--- GIVEN RECORDS Enclosed Below ---
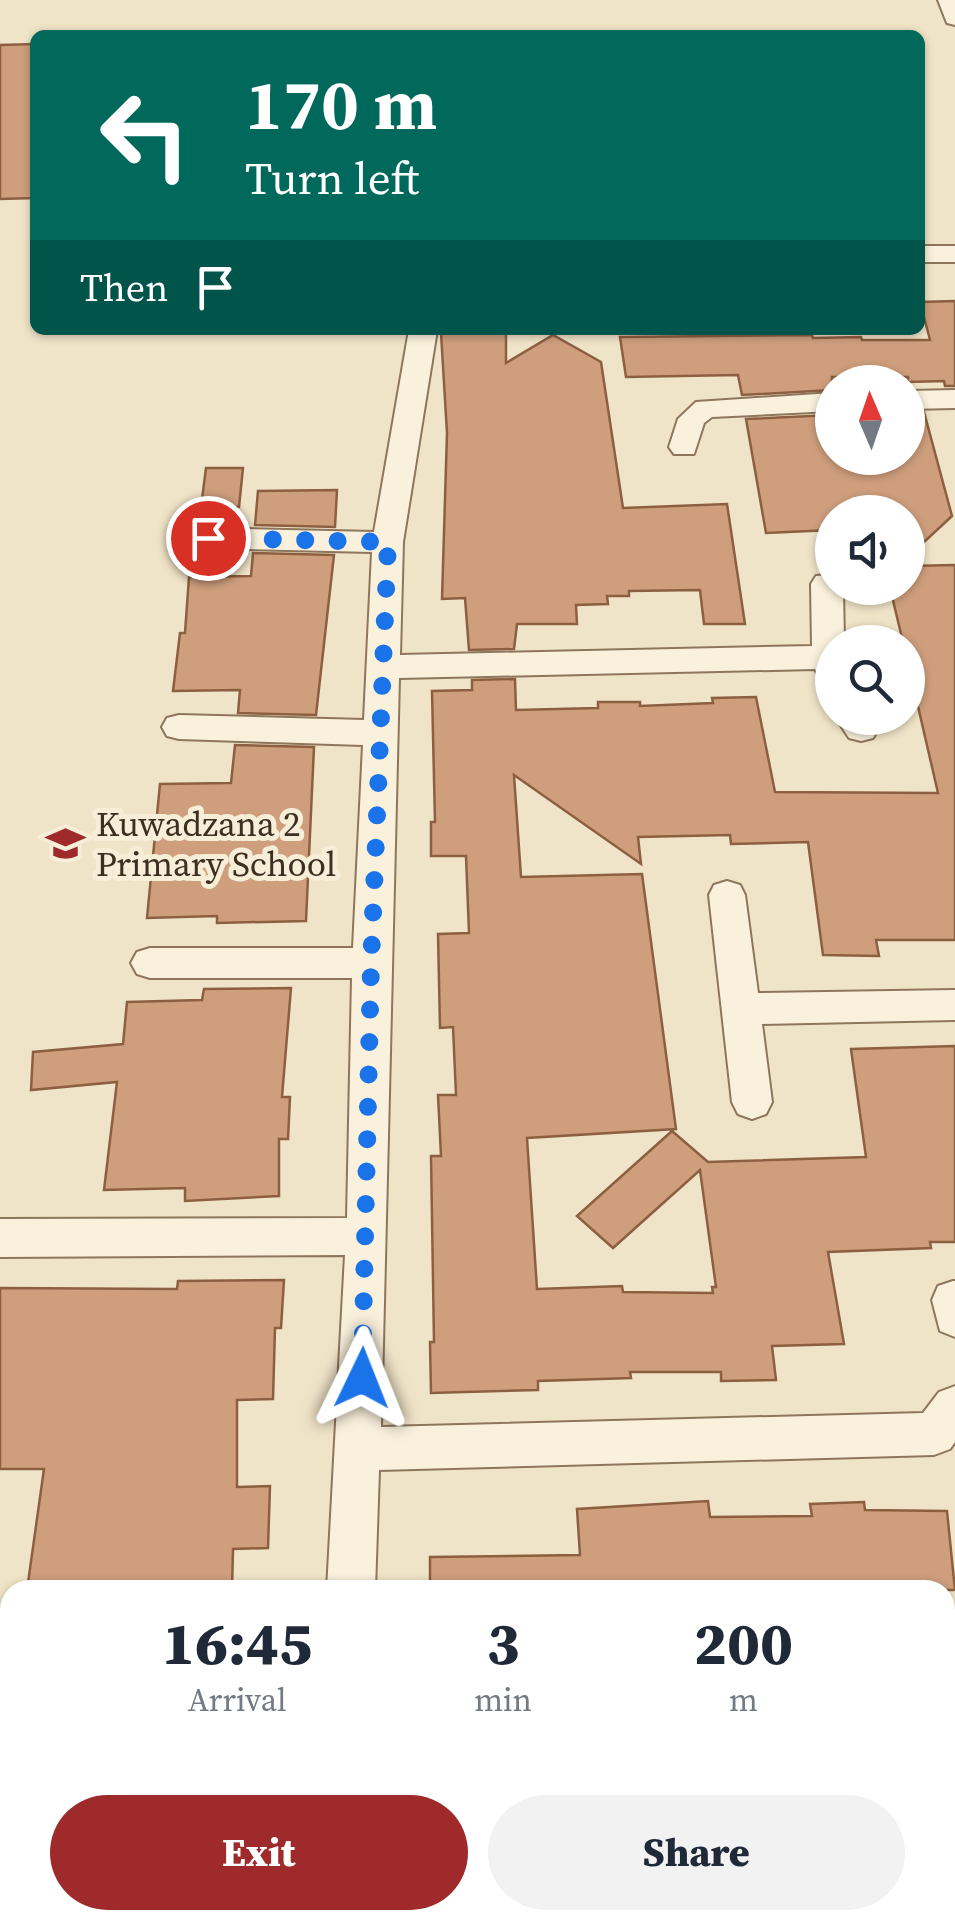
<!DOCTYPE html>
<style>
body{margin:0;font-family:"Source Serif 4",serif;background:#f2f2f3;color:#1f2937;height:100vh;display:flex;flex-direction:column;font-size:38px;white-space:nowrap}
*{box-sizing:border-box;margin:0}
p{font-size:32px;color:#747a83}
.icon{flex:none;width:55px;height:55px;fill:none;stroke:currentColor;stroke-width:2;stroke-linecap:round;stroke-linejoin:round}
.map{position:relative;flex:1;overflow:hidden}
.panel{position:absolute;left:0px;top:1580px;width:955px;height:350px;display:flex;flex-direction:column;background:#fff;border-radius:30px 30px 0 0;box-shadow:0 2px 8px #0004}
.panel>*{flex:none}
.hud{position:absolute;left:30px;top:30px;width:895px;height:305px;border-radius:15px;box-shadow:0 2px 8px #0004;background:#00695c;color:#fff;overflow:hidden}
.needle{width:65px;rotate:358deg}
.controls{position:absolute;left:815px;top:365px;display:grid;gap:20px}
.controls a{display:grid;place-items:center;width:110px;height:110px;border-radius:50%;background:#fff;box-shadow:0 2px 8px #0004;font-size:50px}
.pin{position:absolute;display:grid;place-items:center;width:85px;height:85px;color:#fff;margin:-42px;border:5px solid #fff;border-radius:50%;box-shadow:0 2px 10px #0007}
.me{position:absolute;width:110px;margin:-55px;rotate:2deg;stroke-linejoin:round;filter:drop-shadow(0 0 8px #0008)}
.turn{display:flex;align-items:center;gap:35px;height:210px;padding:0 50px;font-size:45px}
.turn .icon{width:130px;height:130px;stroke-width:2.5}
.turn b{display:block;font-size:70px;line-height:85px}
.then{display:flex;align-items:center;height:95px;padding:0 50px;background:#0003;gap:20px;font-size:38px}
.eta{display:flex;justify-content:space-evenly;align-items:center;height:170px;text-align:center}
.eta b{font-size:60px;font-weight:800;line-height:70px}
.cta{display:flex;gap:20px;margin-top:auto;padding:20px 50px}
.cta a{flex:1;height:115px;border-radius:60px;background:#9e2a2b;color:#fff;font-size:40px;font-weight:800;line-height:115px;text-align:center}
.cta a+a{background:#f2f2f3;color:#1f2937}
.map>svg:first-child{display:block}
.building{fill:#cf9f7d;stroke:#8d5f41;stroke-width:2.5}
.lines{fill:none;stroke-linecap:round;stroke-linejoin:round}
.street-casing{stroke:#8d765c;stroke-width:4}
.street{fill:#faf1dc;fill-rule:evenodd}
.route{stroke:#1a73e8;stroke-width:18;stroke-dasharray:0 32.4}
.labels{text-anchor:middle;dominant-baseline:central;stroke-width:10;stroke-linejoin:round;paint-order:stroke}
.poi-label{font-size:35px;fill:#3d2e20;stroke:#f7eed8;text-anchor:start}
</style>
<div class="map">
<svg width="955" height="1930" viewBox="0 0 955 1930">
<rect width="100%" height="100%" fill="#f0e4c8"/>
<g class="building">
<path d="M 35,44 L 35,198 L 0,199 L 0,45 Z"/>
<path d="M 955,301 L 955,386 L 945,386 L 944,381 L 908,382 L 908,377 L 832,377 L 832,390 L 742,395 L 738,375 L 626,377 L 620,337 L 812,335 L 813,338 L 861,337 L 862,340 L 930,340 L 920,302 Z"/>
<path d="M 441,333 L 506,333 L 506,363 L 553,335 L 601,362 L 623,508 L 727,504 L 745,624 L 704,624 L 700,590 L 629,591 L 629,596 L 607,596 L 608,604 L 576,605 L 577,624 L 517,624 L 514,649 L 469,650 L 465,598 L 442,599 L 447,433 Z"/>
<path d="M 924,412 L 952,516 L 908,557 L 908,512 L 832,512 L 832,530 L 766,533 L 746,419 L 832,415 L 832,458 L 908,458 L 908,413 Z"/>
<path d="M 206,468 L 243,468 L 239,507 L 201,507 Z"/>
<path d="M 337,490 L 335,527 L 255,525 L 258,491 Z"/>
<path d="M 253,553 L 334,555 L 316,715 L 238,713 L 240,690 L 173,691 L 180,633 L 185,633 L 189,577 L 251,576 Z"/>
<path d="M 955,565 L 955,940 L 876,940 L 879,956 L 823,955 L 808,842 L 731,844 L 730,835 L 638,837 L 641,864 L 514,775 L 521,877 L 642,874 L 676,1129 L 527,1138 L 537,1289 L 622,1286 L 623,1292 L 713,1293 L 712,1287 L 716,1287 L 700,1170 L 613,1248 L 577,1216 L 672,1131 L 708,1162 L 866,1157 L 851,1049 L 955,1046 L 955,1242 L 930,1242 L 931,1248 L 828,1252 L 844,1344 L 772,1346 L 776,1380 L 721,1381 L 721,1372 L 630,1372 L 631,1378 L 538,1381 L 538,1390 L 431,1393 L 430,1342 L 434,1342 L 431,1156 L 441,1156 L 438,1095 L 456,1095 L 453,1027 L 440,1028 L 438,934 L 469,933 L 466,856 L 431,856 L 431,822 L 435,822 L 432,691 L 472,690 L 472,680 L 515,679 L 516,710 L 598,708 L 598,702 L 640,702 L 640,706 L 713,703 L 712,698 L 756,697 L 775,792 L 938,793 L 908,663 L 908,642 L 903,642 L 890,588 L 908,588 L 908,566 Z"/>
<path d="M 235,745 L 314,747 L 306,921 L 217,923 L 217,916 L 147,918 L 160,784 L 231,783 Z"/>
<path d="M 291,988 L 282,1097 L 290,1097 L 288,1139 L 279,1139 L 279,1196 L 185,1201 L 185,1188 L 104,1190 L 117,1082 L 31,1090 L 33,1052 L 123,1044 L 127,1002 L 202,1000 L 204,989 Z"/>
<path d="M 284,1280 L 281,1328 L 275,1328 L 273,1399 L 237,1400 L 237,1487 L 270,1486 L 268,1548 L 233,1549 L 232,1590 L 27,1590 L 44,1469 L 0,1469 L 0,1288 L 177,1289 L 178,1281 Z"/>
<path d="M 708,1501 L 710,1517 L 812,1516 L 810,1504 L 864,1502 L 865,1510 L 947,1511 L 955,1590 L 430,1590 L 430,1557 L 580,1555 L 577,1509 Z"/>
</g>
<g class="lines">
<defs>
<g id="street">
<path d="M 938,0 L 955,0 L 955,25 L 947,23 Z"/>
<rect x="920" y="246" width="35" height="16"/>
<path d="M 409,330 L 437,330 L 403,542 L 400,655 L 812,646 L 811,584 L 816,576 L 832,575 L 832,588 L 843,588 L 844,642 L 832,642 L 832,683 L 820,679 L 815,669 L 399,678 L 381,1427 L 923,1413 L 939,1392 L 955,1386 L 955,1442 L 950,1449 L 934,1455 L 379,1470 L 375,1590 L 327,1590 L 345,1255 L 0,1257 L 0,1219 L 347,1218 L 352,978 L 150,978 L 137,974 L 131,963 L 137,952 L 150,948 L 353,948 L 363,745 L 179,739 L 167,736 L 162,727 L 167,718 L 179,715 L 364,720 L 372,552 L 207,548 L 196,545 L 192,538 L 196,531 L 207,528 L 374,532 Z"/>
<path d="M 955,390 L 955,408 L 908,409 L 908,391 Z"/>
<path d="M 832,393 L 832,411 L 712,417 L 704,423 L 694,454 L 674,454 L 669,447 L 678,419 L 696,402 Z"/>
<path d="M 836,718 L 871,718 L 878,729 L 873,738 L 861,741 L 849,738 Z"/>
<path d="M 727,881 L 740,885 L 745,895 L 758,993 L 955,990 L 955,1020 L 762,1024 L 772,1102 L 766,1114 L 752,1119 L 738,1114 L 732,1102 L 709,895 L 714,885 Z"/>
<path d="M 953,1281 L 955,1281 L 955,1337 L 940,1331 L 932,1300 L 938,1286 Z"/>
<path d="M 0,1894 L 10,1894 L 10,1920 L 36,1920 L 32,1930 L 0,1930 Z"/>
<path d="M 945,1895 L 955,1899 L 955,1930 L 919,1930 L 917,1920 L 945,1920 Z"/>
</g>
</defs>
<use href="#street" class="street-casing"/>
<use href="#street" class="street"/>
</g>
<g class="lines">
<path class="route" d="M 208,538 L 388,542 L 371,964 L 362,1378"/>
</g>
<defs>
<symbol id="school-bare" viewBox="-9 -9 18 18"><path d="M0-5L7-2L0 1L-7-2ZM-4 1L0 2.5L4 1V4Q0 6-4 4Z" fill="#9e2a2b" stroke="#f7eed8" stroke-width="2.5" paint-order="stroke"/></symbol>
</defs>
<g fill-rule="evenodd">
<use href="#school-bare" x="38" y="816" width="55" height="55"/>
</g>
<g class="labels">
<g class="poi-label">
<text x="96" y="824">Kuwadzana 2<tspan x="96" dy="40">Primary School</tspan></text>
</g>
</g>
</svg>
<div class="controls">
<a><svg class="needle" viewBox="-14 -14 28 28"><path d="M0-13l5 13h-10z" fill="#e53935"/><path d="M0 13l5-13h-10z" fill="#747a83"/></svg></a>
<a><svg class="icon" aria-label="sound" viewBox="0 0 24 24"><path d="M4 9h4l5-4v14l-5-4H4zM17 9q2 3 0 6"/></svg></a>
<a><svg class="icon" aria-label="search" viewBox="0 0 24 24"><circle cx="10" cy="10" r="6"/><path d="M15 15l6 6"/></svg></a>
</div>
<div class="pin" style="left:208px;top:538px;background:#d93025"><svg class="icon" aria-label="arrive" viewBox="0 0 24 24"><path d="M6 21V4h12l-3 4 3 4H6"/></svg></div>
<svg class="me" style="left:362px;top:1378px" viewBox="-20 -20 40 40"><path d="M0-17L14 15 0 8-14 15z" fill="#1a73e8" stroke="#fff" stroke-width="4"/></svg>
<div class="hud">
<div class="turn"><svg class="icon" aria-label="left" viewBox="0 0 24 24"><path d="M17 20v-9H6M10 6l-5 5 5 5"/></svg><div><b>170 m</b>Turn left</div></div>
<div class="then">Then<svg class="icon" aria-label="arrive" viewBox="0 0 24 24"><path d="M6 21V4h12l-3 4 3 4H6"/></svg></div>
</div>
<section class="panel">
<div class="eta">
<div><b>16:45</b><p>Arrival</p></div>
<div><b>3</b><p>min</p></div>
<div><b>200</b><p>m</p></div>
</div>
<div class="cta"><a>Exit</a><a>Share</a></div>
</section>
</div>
--- End of Enclosed GIVEN RECORDS ---
WORK TASK
Find how many lines in the entries include the string "position", and state only the number.

ANSWER TO THE EXERCISE
6